RMB Roars Back: Offshore Yuan Surges 7 Points Against US Dollar, Hitting 10-Month High
China’s Economic Stimulus Policies Boost Market Confidence
Chinese officials have launched a series of policies to boost market confidence, resulting in a significant impact on the exchange rate. The offshore yuan has regained the 7.0 mark against the US dollar for the first time since May last year, according to early trading in Asia.
On Tuesday, China’s three major financial regulatory agencies held a joint press conference, where Pan Gongsheng, Governor of the People’s Bank of China, announced a package of economic stimulus policies. These policies include lowering current mortgage interest rates by 0.5 percentage points and reducing the down payment ratio for second home loans from 25% to 15%.

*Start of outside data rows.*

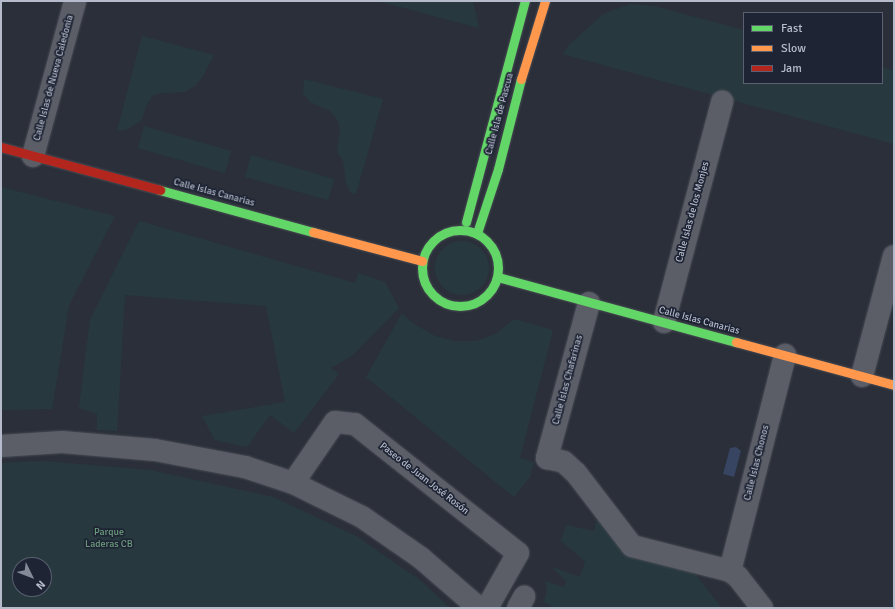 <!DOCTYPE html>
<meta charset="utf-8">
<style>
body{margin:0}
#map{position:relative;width:895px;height:609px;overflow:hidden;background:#2a2f39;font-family:Signika,sans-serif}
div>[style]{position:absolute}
.green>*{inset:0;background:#27393f}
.round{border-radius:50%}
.water>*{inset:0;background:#374563}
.roads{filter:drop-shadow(0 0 1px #474a52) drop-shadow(0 0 1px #474a52)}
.street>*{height:22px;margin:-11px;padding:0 11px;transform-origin:11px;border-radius:11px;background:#5b5e67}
.fast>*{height:9px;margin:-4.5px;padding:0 4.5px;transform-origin:4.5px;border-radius:4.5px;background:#63d668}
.fast>.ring{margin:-4.5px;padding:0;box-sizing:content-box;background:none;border:9px solid #63d668;border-radius:50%}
.slow>*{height:9px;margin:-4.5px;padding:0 4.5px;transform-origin:4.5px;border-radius:4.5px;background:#ff974d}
.jam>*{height:9px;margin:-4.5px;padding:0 4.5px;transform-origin:4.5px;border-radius:4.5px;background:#b3261e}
span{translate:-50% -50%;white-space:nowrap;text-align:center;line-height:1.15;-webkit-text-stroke:3.5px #1e2434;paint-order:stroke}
.street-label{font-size:10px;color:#b5bbca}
.park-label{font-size:10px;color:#6c9b7c}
.frame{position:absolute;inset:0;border:2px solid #b5bbca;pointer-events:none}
.legend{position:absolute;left:743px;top:12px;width:140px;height:72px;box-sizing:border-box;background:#1e2434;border:1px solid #5a6070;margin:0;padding:5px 7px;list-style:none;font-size:12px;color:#b5bbca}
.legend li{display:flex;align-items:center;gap:8px;height:20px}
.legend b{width:20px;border:1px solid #5a6070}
.north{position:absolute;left:12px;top:557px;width:40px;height:40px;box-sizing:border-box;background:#1e2434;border:1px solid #5a6070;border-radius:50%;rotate:133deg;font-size:11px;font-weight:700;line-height:16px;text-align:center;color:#b5bbca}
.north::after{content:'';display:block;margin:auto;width:14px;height:18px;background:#848a97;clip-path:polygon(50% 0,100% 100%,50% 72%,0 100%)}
</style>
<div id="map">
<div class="green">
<div style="clip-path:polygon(378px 1px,473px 1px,479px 28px)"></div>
<div style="clip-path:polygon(630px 4px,654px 6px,744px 30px,744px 83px,882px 83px,882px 67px,894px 71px,894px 144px,563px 54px,568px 46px,603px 14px)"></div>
<div style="clip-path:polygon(142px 36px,214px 55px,203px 76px,196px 85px,185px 92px,161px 93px,152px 96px,146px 106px,142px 120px,128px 129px,117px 131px)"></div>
<div style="clip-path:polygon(304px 79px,383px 99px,356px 194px,350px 192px,346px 183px,343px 160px,337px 152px,340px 130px,338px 121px,330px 111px,310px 102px,303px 93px)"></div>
<div style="clip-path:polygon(144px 126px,231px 151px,225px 173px,138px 148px)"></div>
<div style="clip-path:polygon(251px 155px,334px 179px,328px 200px,245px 177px)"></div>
<div style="clip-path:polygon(1px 187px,115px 216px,69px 305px,52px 409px,1px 410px)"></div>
<div style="clip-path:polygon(139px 221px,355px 283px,358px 273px,385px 282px,399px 308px,353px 355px,331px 368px,339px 374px,294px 433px,270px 415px,247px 447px,215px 440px,202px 416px,285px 402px,266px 306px,125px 295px,117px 431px,97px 430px,97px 414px,79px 408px,90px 320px)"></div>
<div class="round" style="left:435px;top:241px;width:54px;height:54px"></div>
<div style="clip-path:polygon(402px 313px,411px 322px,435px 336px,454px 341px,476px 341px,496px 334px,514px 319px,553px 330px,520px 458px,534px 462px,530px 477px,514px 497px,366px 377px)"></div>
<div style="clip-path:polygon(evenodd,43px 461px,150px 470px,273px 497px,356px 536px,421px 581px,450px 608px,1px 608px,1px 463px,43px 461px,20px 565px,44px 565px,44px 589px,20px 589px,20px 565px)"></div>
<div style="clip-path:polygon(598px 517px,628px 553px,692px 570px,722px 608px,556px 608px,544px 602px,547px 588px,545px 581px,563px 587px,567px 582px,552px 567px,580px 577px,585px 561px,561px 541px,566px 525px,594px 531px)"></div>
</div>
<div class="water">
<div style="clip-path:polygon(736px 447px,741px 451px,734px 477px,723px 474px,730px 448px)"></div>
</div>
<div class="roads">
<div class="street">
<div style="left:33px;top:156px;width:161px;rotate:-74.8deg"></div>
<div style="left:589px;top:303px;width:161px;rotate:105.2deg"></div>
<div style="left:547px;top:458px;width:17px;rotate:13deg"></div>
<div style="left:564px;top:462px;width:16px;rotate:43deg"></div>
<div style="left:576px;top:473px;width:92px;rotate:52.5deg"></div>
<div style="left:632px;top:546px;width:101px;rotate:14.3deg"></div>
<div style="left:730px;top:571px;width:10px;rotate:37deg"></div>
<div style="left:738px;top:577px;width:39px;rotate:52deg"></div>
<div style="left:664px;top:322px;width:228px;rotate:-75.2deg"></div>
<div style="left:862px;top:376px;width:124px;rotate:-75.1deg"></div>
<div style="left:1px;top:446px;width:61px;rotate:-3.8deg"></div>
<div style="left:62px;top:442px;width:93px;rotate:4.9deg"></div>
<div style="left:155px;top:450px;width:92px;rotate:10.7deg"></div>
<div style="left:245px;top:467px;width:51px;rotate:18.4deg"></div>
<div style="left:293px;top:483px;width:77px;rotate:26.2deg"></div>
<div style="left:362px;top:517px;width:72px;rotate:34.8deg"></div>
<div style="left:421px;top:558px;width:77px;rotate:40.8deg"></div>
<div style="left:293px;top:483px;width:74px;rotate:-55.5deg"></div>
<div style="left:335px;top:422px;width:20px;rotate:6deg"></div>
<div style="left:355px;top:424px;width:208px;rotate:38.4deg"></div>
<div style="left:518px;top:553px;width:63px;rotate:119.4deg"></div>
<div style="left:730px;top:571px;width:223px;rotate:-75.7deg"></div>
<div style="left:518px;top:608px;width:13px;rotate:-61deg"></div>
</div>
<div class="fast">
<div style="left:160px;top:190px;width:159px;rotate:15.4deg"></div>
<div style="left:466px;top:222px;width:229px;rotate:-75.1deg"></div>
<div class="ring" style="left:422px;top:230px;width:67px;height:67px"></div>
<div style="left:477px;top:233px;width:67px;rotate:-71.8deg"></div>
<div style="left:498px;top:169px;width:93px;rotate:-75.7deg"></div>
<div style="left:498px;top:277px;width:247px;rotate:15.3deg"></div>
</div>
<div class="slow">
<div style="left:521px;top:79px;width:82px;rotate:-72.9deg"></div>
<div style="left:313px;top:232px;width:113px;rotate:14.9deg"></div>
<div style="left:736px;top:342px;width:164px;rotate:15.2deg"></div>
</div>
<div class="jam">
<div style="left:1px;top:147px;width:165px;rotate:15.1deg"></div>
</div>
</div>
<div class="street-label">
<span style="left:54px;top:78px;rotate:-75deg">Calle Islas de Nueva Caledonia</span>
<span style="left:500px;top:114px;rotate:-75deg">Calle Isla de Pascua</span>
<span style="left:214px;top:193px;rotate:15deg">Calle Islas Canarias</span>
<span style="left:693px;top:212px;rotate:-75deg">Calle Islas de los Monjes</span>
<span style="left:699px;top:321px;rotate:15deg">Calle Islas Canarias</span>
<span style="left:568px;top:380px;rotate:-75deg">Calle Islas Chafarinas</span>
<span style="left:757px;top:463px;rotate:-76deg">Calle Islas Chonos</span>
<span style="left:424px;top:479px;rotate:38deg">Paseo de Juan José Rosón</span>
</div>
<div class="park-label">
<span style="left:109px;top:538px">Parque<br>Laderas CB</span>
</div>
<div class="frame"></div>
<ul class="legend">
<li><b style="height:5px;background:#63d668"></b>Fast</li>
<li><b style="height:5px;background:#ff974d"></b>Slow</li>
<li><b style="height:5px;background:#b3261e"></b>Jam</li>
</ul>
<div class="north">N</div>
</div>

The central bank will also lower key policy interest rates and reduce the reserve requirement ratio by 0.5 percentage points, providing long-term liquidity to the financial market of about 1 trillion yuan. This move is expected to inject at least 800 billion yuan of liquidity support into the stock market.
Impact on the Stock Market
The announcement of these policies has spurred China’s stock market to surge, with the Shanghai Composite Index reaching a four-month high. The market’s positive response is a clear indication of the effectiveness of these stimulus policies.
RMB Exchange Rate
Pan Gongsheng stated that the current external environment and the uncertainty of the US dollar trend still exist, but judging from China’s situation, the RMB exchange rate still has a relatively stable and solid foundation. The factors influencing the exchange rate are varied, and the monetary policies of major economies have been adjusted recently, easing the pressure on the depreciation of the RMB exchange rate.
The Federal Reserve’s 50 basis point interest rate cut has marked the beginning of an interest rate cut cycle, weakening the momentum for appreciation of the US dollar. As the cyclical differences between domestic and foreign monetary policies have converged, the external pressure on the RMB exchange rate to be basically stable has been significantly reduced.
Exchange Rate Policy
The People’s Bank of China’s position on exchange rate policy is clear and transparent. The key points include adhering to the decisive role of the market in the formation of exchange rates and maintaining the flexibility of the exchange rate. The central bank will also strengthen the guidance of expectations, prevent the foreign exchange market from forming unilateral consensus expectations, and keep the RMB exchange rate basically stable at a reasonable and balanced level.